Organized labor, predictably, opposed the regulation. The Labor Department eventually rescinded the rule in April. What’s more, the DOL has been finalizing plans to weaken or rescind Form T-1 (covering union trusts) and LM-30 (covering potential conflicts of interest among union officials and fiduciaries). For good measure, the department also recommended cutting the Office of Labor-Management Standards’ Fiscal 2010 budget from $45 million to $41 million. Taken together, the moves strongly suggest that keeping unions honest isn’t a high priority in this administration. Rep. Issa, whose district encompasses the northern portion of the San Diego metro area, thinks it should be.

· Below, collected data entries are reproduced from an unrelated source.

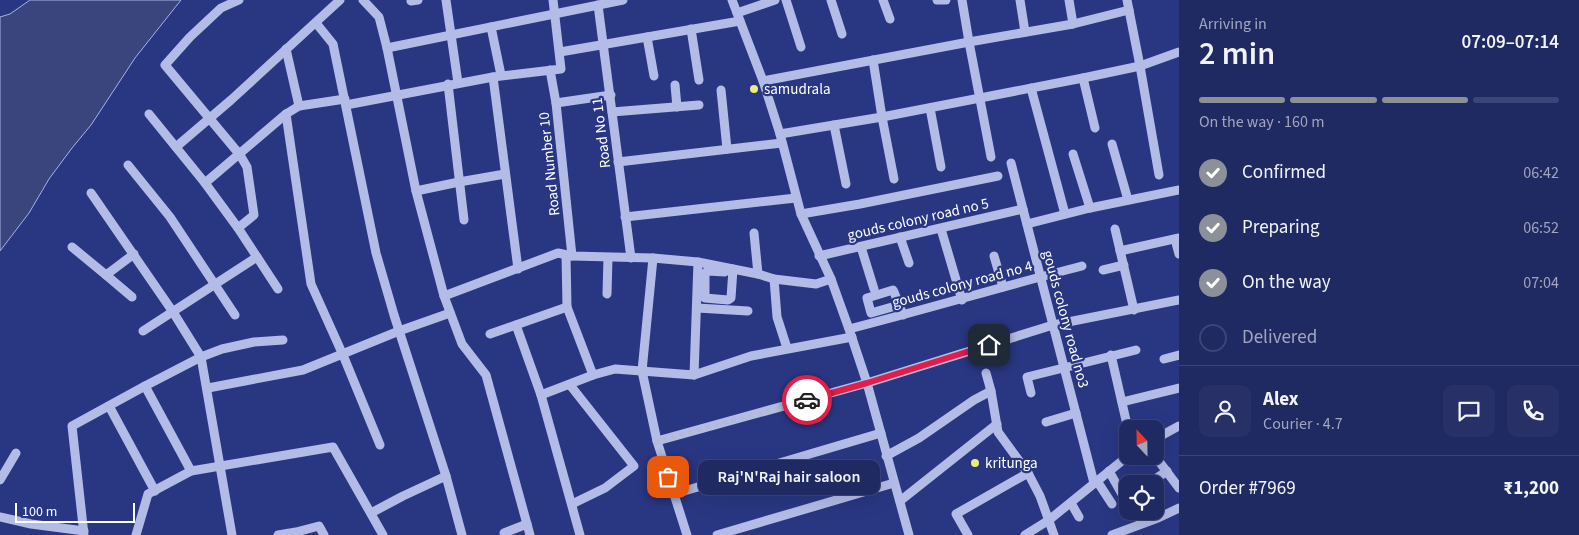 <!DOCTYPE html>
<html lang="en">
<head>
<meta charset="utf-8">
<style>
	body { margin:0; font-family:"Source Sans 3",sans-serif; background:#273168; color:#f1f3f6; height:100vh; display:flex; flex-direction:column; font-size:19px; white-space:nowrap }
	* { box-sizing:border-box; margin:0 }
	p { font-size:16px; color:#a1a6be }
	.icon { flex:none; width:28px; height:28px; fill:none; stroke:currentColor; stroke-width:2; stroke-linecap:round; stroke-linejoin:round }
	.map { position:relative; flex:1; overflow:hidden }
	.sheet { display:flex; flex-direction:column; background:#1f2962; width:400px }
	.sheet>* { flex:none }
	.needle { width:32px; rotate:338deg }
	.controls { position:absolute; left:1119px; top:420px; display:grid; gap:10px }
	.controls a { display:grid; place-items:center; width:45px; height:45px; border-radius:10px; background:#1f2962; box-shadow:0 5px 20px #0002,0 0 0 1px #3c4577; font-size:25px }
	.scale { position:absolute; left:15px; bottom:12px; width:120px; box-sizing:border-box; padding-left:5px; border:2px solid #fff; border-top:0; font-size:14px; line-height:18px; white-space:nowrap; color:#fff; -webkit-text-stroke:4px #293783; paint-order:stroke }
	.pin { position:absolute; display:grid; place-items:center; width:42px; height:42px; color:#fff; margin:-21px; border-radius:10px; box-shadow:0 2px 8px #0006 }
	.courier { position:absolute; display:grid; place-items:center; width:50px; height:50px; margin:-25px; border:4px solid #e11d48; border-radius:50%; background:#fff; color:#222; box-shadow:0 1px 6px #0007 }
	.bubble { position:absolute; height:35px; border-radius:10px; background:#1f2962; box-shadow:0 5px 20px #0002,0 0 0 1px #3c4577; font-size:16px; font-weight:600; line-height:35px; text-align:center }
	.summary em { font-style:normal; font-weight:600 }
	.summary div { display:flex; flex-direction:column-reverse }
	.summary { display:flex; align-items:center; justify-content:space-between; height:85px; padding:0 20px }
	h1 { font-size:32px; font-weight:600; line-height:38px }
	.bar { display:grid; grid-template-columns:repeat(4,1fr); gap:8px 5px; align-content:center; height:60px; padding:0 20px }
	.bar i { height:6px; border-radius:4px; background:#3c4577 }
	.bar .active { background:#8c9099 }
	.bar p { grid-column:span 4 }
	.line { display:flex; align-items:center; gap:12px; padding:0 20px; border-top:1px solid #3c4577 }
	.line div { flex:1 }
	.round { display:grid; place-items:center; flex:none; width:52px; height:52px; border-radius:10px; background:#273168 }
	ol { padding:0 20px; list-style:none }
	li { display:flex; align-items:center; gap:15px; height:55px }
	li p { margin-inline-start:auto }
	li .icon { padding:5px; border-radius:50%; background:#8c9099; color:#fff; stroke-width:4 }
	li:last-child { color:#a1a6be }
	li i { width:28px; height:28px; border:2px solid #3c4577; border-radius:50% }
	main { display:flex; flex:1; min-height:0 }
	.map>svg:first-child { display:block }
	.water { fill:#3a457d; stroke:#a8b3e7 }
	.lines { fill:none; stroke-linecap:round; stroke-linejoin:round }
	.minor { stroke:#b3bce6; stroke-width:9 }
	.done { stroke:#b4b9d4; stroke-width:5; stroke-dasharray:0 9 }
	.route { stroke:#e11d48; stroke-width:6 }
	.poi-dot { fill:#edec7a; stroke:#293783; stroke-width:2 }
	.labels { text-anchor:middle; stroke-width:4.5; stroke-linejoin:round; paint-order:stroke }
	.poi-label { font-size:15px; fill:#fff; stroke:#293783; text-anchor:start }
	.street-label { font-size:15px; fill:#fff; stroke:#293783 }
</style>
</head>
<body>
<main>
<div class="map">
<svg width="1179" height="535" viewBox="0 0 1179 535">
	<rect width="100%" height="100%" fill="#293783"/>
	<polygon class="water" points="30,0 181,0 135,58 91,125 72,148 49,179 29,213 0,251 0,17 10,14"/>
	<g class="lines">
		<g class="minor">
			<polyline points="363,0 379,17 387,48 416,191 444,296 462,344 486,375 530,535"/>
			<polyline points="446,0 458,83"/>
			<polyline points="732,0 763,81 780,134 801,214 831,279 849,329 867,383 909,535"/>
			<polyline points="786,0 801,47"/>
			<polyline points="831,0 842,34"/>
			<polyline points="883,0 890,19"/>
			<polyline points="937,0 946,0"/>
			<polyline points="962,0 969,42 991,157"/>
			<polyline points="1020,0 1025,32"/>
			<polyline points="1069,0 1073,24"/>
			<polyline points="1127,0 1140,66 1159,175"/>
			<polyline points="411,1 418,0"/>
			<polyline points="598,5 631,258"/>
			<polyline points="737,13 775,0"/>
			<polyline points="316,23 333,44 376,253 394,315 446,476 462,535"/>
			<polyline points="491,27 501,75"/>
			<polyline points="691,29 699,80"/>
			<polyline points="647,37 654,76"/>
			<polyline points="387,48 623,0"/>
			<polyline points="286,49 299,106"/>
			<polyline points="560,52 740,21"/>
			<polyline points="873,60 882,117 894,179"/>
			<polyline points="550,70 556,103 572,256"/>
			<polyline points="493,77 518,269"/>
			<polyline points="1083,78 1095,128"/>
			<polyline points="763,81 969,42 1073,24 1129,10"/>
			<polyline points="448,84 464,220"/>
			<polyline points="675,85 677,107"/>
			<polyline points="1031,88 1065,214"/>
			<polyline points="721,90 727,149"/>
			<polyline points="556,103 611,95"/>
			<polyline points="346,105 493,77 561,69 553,0"/>
			<polyline points="930,108 941,167"/>
			<polyline points="612,112 699,105"/>
			<polyline points="149,114 205,183 238,228 278,289"/>
			<polyline points="286,114 311,284 343,355 380,445"/>
			<polyline points="834,125 846,184"/>
			<polyline points="780,134 882,117 1083,78 1140,66 1179,52"/>
			<polyline points="1112,144 1128,200"/>
			<polyline points="176,147 231,100 340,0"/>
			<polyline points="1073,154 1090,208"/>
			<polyline points="618,162 782,143"/>
			<polyline points="1011,163 1094,483"/>
			<polyline points="128,165 170,217 235,315"/>
			<polyline points="205,183 286,114 299,106 345,99"/>
			<polyline points="416,191 459,182 505,174"/>
			<polyline points="91,193 173,312 201,357 232,535"/>
			<polyline points="801,214 860,204 998,176"/>
			<polyline points="625,217 796,198"/>
			<polyline points="1027,224 1090,208 1179,190"/>
			<polyline points="238,228 254,215 247,167 240,155 165,65 190,37 221,8 239,0"/>
			<polyline points="941,229 962,300"/>
			<polyline points="1115,229 1134,310"/>
			<polyline points="754,233 758,274"/>
			<polyline points="900,237 909,263"/>
			<polyline points="1175,239 1179,254"/>
			<polyline points="72,247 106,275 134,254"/>
			<polyline points="861,247 874,289"/>
			<polyline points="1120,251 1179,238"/>
			<polyline points="566,255 567,307 593,375"/>
			<polyline points="819,256 1023,209"/>
			<polyline points="994,256 1003,287"/>
			<polyline points="653,258 642,371 657,441 687,535"/>
			<polyline points="1103,270 1124,265"/>
			<polyline points="725,272 708,271 705,273 705,298 728,300 731,298 733,269"/>
			<polyline points="106,275 132,297"/>
			<polyline points="774,279 777,317 787,348"/>
			<polyline points="607,294 608,258"/>
			<polyline points="444,296 558,253 572,256 653,258 698,262 758,274 774,279 816,284 831,279"/>
			<polyline points="899,305 871,313 867,298 893,290 894,292 903,315"/>
			<polyline points="697,308 748,311"/>
			<polyline points="516,325 541,395 580,535"/>
			<path d="M 849,329 C 927,309 1004,286 1082,266"/>
			<polyline points="143,331 257,257"/>
			<polyline points="490,334 567,307"/>
			<polyline points="1111,355 1128,429"/>
			<polyline points="1164,359 1179,355"/>
			<polyline points="986,373 991,391 998,432 1028,473 1040,496 1054,535"/>
			<polyline points="694,375 698,262"/>
			<polyline points="570,385 634,466 605,488 572,504"/>
			<polyline points="145,386 191,471"/>
			<polyline points="208,388 303,370 399,331 450,313"/>
			<polyline points="1031,393 1027,377 1136,350"/>
			<polyline points="541,395 593,375 615,369 694,375 751,356 852,337"/>
			<polyline points="1122,402 1179,388"/>
			<polyline points="109,406 155,491"/>
			<polyline points="1046,422 1076,413"/>
			<polyline points="1155,439 1179,426"/>
			<polyline points="657,441 867,383 1053,325 1179,300"/>
			<polyline points="886,456 919,438 974,400 991,391"/>
			<polyline points="1155,456 1179,488"/>
			<polyline points="1109,471 1127,503"/>
			<polyline points="0,480 16,453"/>
			<polyline points="1097,481 1112,504"/>
			<polyline points="1151,482 1167,471"/>
			<polyline points="674,494 881,433"/>
			<polyline points="900,501 997,424"/>
			<polyline points="1071,503 1079,517"/>
			<polyline points="371,513 403,496 446,476"/>
			<polyline points="0,517 31,524 84,531"/>
			<polyline points="504,533 527,524"/>
			<polyline points="84,535 72,426 145,386 201,357 222,349 254,342 283,340"/>
			<polyline points="136,535 148,494 191,471 333,447 383,535"/>
			<polyline points="278,535 296,532 319,526 324,535"/>
			<polyline points="717,535 894,483"/>
			<polyline points="968,535 956,514 1028,473"/>
			<polyline points="1025,535 1049,520 1128,456"/>
			<polyline points="1112,535 1158,518 1179,508"/>
		</g>
	</g>
	<g class="lines">
		<polyline class="done" points="668,477 657,441 807,400"/>
		<polyline class="route" points="807,400 867,383 989,345"/>
	</g>
	<g class="poi-dot">
		<circle cx="754" cy="89" r="5"/>
		<circle cx="975" cy="463" r="5"/>
	</g>
	<g class="labels">
		<g class="poi-label">
			<text x="764" y="94">samudrala</text>
			<text x="985" y="468">kritunga</text>
		</g>
		<g class="street-label">
			<text transform="translate(601 133) rotate(-97)" y="5">Road No 11</text>
			<text transform="translate(549 164) rotate(-96)" y="5">Road Number 10</text>
			<text transform="translate(918 219) rotate(-13)" y="5">gouds colony road no 5</text>
			<text transform="translate(962 284) rotate(-15)" y="5">gouds colony road no 4</text>
			<text transform="translate(1066 319) rotate(75)" y="5">gouds colony road no3</text>
		</g>
	</g>
</svg>
<div class="controls">
<a><svg class="needle" viewBox="-14 -14 28 28"><path d="M0-13l5 13h-10z" fill="#e53935"/><path d="M0 13l5-13h-10z" fill="#a1a6be"/></svg></a>
<a><svg class="icon" aria-label="locate" viewBox="0 0 24 24"><circle cx="12" cy="12" r="6"/><path d="M12 2v4M12 18v4M2 12h4M18 12h4"/></svg></a>
</div>
<div class="scale">100 m</div>
<div class="pin" style="left:668px;top:477px;background:#ea580c"><svg class="icon" aria-label="bag" viewBox="0 0 24 24"><path d="M5 8h14l-1 12H6zM9 8a3 3 0 0 1 6 0"/></svg></div>
<div class="pin" style="left:989px;top:345px;background:#1f2937"><svg class="icon" aria-label="home" viewBox="0 0 24 24"><path d="M3 11l9-7 9 7M6 9v11h12V9"/></svg></div>
<div class="courier" style="left:807px;top:400px"><svg class="icon" aria-label="car" viewBox="0 0 24 24"><path d="M5 17H2v-5l4-1 3-4h7l3 4 3 1v5h-3M9 17h6M6 11h13"/><circle cx="7" cy="17" r="2"/><circle cx="17" cy="17" r="2"/></svg></div>
<div class="bubble" style="left:698px;top:460px;width:182px">Raj'N'Raj hair saloon</div>
</div>
<section class="sheet">
<div class="summary"><div><h1>2 min</h1><p>Arriving in</p></div><em>07:09–07:14</em></div>
<div class="bar"><i class="active"></i><i class="active"></i><i class="active"></i><i></i><p>On the way · 160 m</p></div>
<ol>
<li><svg class="icon" aria-label="check" viewBox="0 0 24 24"><path d="M5 12l5 5 9-10"/></svg>Confirmed<p>06:42</p></li>
<li><svg class="icon" aria-label="check" viewBox="0 0 24 24"><path d="M5 12l5 5 9-10"/></svg>Preparing<p>06:52</p></li>
<li><svg class="icon" aria-label="check" viewBox="0 0 24 24"><path d="M5 12l5 5 9-10"/></svg>On the way<p>07:04</p></li>
<li><i></i>Delivered</li>
</ol>
<div class="line" style="height:90px"><a class="round"><svg class="icon" aria-label="person" viewBox="0 0 24 24"><circle cx="12" cy="8" r="4"/><path d="M4 21q1-7 8-7t8 7"/></svg></a><div><b>Alex</b><p>Courier · 4.7</p></div><a class="round"><svg class="icon" aria-label="chat" viewBox="0 0 24 24"><path d="M4 5h16v11H9l-5 4z"/></svg></a><a class="round"><svg class="icon" aria-label="phone" viewBox="0 0 24 24"><path d="M5 4h4l2 5-3 2q2 4 5 5l2-3 5 2v4C11 20 4 13 5 4z"/></svg></a></div>
<div class="line" style="height:65px"><div>Order #7969</div><b>₹1,200</b></div>
</section>
</main>
</body>
</html>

In his eight-page letter to OLMS Policy Director Boucher, Issa indicated his belief that her department’s rhetoric doesn’t match reality. He wrote:

While the Administration continues to talk about improving transparency and accountability of government and financial firms, it has taken the opposite tack in seeking to aid and abet criminal wrongdoing by corrupt union bosses. By dismantling reporting requirements and other safeguards meant to stop embezzlement and other illegal activities, these changes would deprive more than 8 million private-sector U.S. workers of the means to effectively and independently monitor their labor organization.

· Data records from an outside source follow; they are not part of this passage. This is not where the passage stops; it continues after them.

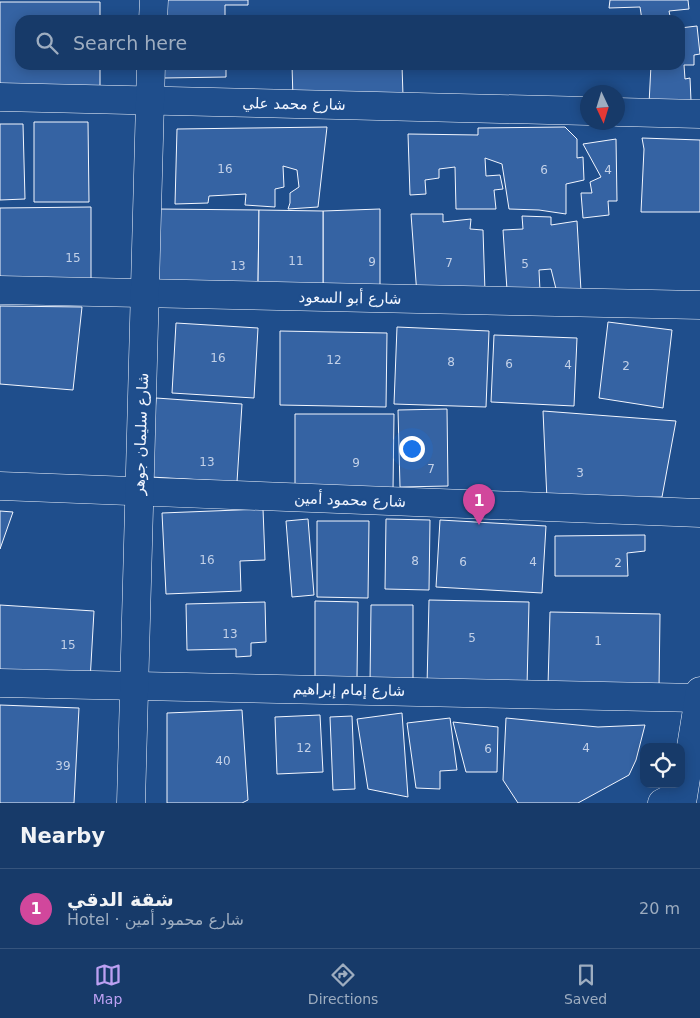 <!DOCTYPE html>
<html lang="en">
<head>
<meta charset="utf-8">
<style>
	body { margin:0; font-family:"DejaVu Sans",Cairo,sans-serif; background:#244571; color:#f1f3f6 }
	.controls { position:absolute; right:15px; bottom:15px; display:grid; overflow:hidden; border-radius:10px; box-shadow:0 2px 12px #0003 }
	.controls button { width:45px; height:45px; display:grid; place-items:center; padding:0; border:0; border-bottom:1px solid #36547d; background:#173a69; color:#f1f3f6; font:25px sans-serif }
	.compass { position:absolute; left:580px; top:85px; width:45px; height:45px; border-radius:50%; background:#173a69; box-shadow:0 2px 12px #0003; rotate:176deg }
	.you { position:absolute; left:411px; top:448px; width:18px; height:18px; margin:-12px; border:4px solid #fff; border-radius:50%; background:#1a73e8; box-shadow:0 0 0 8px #1a73e833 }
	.badge { display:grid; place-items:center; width:32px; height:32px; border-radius:50%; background:#bca0f2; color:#fff; font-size:16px; font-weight:700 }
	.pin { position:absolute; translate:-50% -41px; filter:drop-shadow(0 1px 2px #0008) }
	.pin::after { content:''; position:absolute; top:26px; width:18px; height:15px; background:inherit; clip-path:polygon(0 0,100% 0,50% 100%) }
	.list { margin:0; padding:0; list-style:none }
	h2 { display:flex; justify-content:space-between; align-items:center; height:65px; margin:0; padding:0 20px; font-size:21px }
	h2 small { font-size:16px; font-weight:400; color:#9eadc0 }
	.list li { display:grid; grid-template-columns:32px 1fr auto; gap:15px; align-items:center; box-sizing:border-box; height:80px; padding:0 20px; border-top:1px solid #36547d }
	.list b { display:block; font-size:19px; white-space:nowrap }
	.list p { margin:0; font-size:16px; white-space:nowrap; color:#9eadc0 }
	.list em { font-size:16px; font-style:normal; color:#9eadc0 }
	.icon { flex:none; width:28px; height:28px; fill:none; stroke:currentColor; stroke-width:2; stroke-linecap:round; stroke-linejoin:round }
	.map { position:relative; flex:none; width:700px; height:803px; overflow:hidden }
	.search { position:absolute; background:#173a69; box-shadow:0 2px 12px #0003; left:15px; right:15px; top:15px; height:55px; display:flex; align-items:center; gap:12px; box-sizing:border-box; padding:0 18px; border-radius:15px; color:#9eadc0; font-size:19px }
	.sheet { height:145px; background:#173a69 }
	nav { display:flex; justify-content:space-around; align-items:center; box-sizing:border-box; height:70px; border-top:1px solid #36547d; background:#173a69; font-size:14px; color:#9eadc0 }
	nav a { display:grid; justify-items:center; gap:2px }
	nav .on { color:#bca0f2 }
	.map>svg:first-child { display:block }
</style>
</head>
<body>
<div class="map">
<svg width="700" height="803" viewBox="0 0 700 803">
	<rect width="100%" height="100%" fill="#1f4e8c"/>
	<g fill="#3563a3" stroke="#f2f6ff">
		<polygon points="163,0 248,0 248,5 225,5 225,20 163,20"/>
		<polygon points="610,0 688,0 689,9 669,11 670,16 661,16 661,20 642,20 640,7 609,8"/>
		<polygon points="0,2 100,2 100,20 20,20 20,65 100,65 100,88 0,88"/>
		<polygon points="697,26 700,54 694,55 694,65 684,65 685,79 690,78 691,101 649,104 651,65 680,65 680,28"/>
		<polygon points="164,65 226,65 226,77 164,78"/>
		<polygon points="292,65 402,65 403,96 293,99"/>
		<polygon points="34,122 88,122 89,202 34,202"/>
		<polygon points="0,124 23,124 25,199 0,200"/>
		<polygon points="327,127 318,207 288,209 290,203 290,193 299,187 297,170 283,166 284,187 275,189 275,207 245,205 246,194 209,196 208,203 175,204 177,129"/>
		<polygon points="565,127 577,139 577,158 583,157 584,180 566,184 566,214 539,210 509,209 502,164 485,158 486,176 500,175 503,189 494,190 496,209 456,209 455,167 439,169 439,178 425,180 426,194 410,195 408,134 478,135 478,128"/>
		<polygon points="642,138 700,140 700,212 641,212 644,149"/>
		<polygon points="616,139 617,201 608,201 609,215 583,218 581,193 592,193 590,182 601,177 583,144"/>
		<polygon points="91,207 91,284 0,284 0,208"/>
		<polygon points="157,209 259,210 258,287 156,285"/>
		<polygon points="380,209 380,290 323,288 323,211"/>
		<polygon points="259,210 323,211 323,288 258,287"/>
		<polygon points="411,214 443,214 443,222 471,219 470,229 483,230 485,292 417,295"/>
		<polygon points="522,216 551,217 551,225 577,221 581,291 556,289 551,269 539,270 540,291 507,290 503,230 523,229"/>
		<polygon points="0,306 82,307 73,390 0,384"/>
		<polygon points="608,322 672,330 663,408 599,398"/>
		<polygon points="176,323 258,328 254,398 172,393"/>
		<polygon points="397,327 489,331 486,407 394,404"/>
		<polygon points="280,331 387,333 386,407 280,405"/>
		<polygon points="494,335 577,338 574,406 491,402"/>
		<polygon points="156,398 242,404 237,482 151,477"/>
		<polygon points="447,409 448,486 400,487 398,410"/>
		<polygon points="543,411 676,421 662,497 547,500"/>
		<polygon points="295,414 394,414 393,490 295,490"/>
		<polygon points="263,509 265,560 240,561 241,591 166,594 162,513"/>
		<polygon points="0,511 13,512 0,549"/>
		<polygon points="308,519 314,595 292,597 286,521"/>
		<polygon points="386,519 430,520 429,590 385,589"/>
		<polygon points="440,520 546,526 542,593 436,587"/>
		<polygon points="317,521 369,521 368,598 317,597"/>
		<polygon points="645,535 645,551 627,553 628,576 555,576 555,536"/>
		<polygon points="429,600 529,602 527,687 427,686"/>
		<polygon points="315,601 358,602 357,678 315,678"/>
		<polygon points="265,602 266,642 251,643 251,656 236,657 236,649 187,650 186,604"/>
		<polygon points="0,605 94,611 90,681 0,676"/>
		<polygon points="371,605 413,605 413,683 370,683"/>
		<polygon points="550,612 660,614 659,688 548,686"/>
		<polygon points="0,705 79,708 74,803 0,803"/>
		<polygon points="242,710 248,800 242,803 167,803 167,713"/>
		<polygon points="402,713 408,797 368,789 357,719"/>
		<polygon points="320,715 323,772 277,774 275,717"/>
		<polygon points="352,716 355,789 333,790 330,717"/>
		<polygon points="450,718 457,770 440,771 440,789 416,788 407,723"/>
		<polygon points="506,718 598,727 645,725 636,760 629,775 578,803 518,803 503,780"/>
		<polygon points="453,722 498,727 497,772 466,772"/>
	</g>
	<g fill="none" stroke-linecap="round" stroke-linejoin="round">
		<g stroke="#f2f6ff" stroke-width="29">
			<g id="minor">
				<polyline points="153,20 154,0"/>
				<polyline points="0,97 588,111"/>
				<polyline points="618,112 700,114"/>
				<polyline points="0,290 700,305"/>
				<polyline points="0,486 700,513"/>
				<polyline points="0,683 699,698"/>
				<polyline points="131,803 151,65"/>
				<polyline points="662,803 683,792"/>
			</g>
		</g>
		<g stroke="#f2f6ff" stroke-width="29">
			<polyline id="tertiary" points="682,803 700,691"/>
		</g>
		<use href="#minor" stroke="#1f4e8c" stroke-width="28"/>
		<use href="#tertiary" stroke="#1f4e8c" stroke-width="28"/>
	</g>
	<g text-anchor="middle" stroke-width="4" stroke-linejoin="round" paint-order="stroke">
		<g font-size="12" fill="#c3d1e8">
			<text x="225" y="173">16</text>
			<text x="544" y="174">6</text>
			<text x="608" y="174">4</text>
			<text x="73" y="262">15</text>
			<text x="296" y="265">11</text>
			<text x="372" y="266">9</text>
			<text x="449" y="267">7</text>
			<text x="525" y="268">5</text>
			<text x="238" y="270">13</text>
			<text x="218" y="362">16</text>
			<text x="334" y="364">12</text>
			<text x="451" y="366">8</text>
			<text x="509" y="368">6</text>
			<text x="568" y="369">4</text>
			<text x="626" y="370">2</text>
			<text x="207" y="466">13</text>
			<text x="356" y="467">9</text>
			<text x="431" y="473">7</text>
			<text x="580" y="477">3</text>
			<text x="207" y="564">16</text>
			<text x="415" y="565">8</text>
			<text x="463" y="566">6</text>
			<text x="533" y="566">4</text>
			<text x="618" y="567">2</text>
			<text x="230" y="638">13</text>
			<text x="472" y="642">5</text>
			<text x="598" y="645">1</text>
			<text x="68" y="649">15</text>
			<text x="304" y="752">12</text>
			<text x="586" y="752">4</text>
			<text x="488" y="753">6</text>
			<text x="223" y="765">40</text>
			<text x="63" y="770">39</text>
		</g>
		<g font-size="15" fill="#f2f6ff" stroke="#1f4e8c">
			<text transform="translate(294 104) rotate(1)" y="5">شارع محمد علي</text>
			<text transform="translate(350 298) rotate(1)" y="5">شارع أبو السعود</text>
			<text transform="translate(141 434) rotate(-88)" y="5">شارع سليمان جوهر</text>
			<text transform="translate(350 500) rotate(2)" y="5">شارع محمود أمين</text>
			<text transform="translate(349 690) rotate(1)" y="5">شارع إمام إبراهيم</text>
		</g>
	</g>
</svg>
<div class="controls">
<button><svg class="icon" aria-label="locate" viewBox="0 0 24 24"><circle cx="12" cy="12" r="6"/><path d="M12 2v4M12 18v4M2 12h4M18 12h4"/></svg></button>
</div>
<svg class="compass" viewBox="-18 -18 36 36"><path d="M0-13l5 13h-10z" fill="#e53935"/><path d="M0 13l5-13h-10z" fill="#9eadc0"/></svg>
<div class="you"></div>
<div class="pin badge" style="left:479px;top:525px;background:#d1479c">1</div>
<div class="search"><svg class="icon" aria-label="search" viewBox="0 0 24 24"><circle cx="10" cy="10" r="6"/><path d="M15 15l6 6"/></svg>Search here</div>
</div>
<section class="sheet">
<h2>Nearby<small></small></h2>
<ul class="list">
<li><span class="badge" style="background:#d1479c">1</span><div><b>شقة الدقي</b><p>Hotel · شارع محمود أمين</p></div><em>20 m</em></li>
</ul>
</section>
<nav>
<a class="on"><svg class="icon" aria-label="map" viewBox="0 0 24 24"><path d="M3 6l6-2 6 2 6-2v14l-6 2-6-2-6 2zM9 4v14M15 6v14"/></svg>Map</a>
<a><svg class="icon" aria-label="directions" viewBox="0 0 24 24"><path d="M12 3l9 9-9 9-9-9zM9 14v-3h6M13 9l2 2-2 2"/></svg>Directions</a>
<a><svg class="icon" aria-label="saved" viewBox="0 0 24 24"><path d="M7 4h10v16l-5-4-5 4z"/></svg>Saved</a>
</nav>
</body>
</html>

Issa noted that during 2001-08 under Labor Secretary Elaine Chao, OLMS successfully prosecuted more than 900 union officers, employees and representatives, resulting in more than $91 million in restitution paid to defrauded unions and their members. And the incidence of audits increased as well, something that helped keep potentially corrupt union officials on a straight and narrow path. Rep. Issa closed his letter with a call to the administration to implement the final LM-2 rule, which he believes had been based on a realistic assessment of compliance costs.

As the ranking Minority member of the House Oversight Committee, Rep. Issa was doing his job. Unfortunately, the Obama administration is doing its job, too – at least as organized labor sees things. Unions during the 2008 election cycle made a combined $74.5 million in direct campaign contributions, with $68.3 million of that money going to Democrats and related party organizations. These figures do not include individual donations to union leadership PACs. Several leading officials at the current Labor Department, headed by union ally and former California Congresswoman Hilda Solis, are drawn from the ranks of union activism. Issa isn’t the only member of Congress to hold the Labor Department’s feet to the fire – Sen. Orrin Hatch, R-Utah, for example, spoke out forcefully in April – but such lawmakers need reinforcements.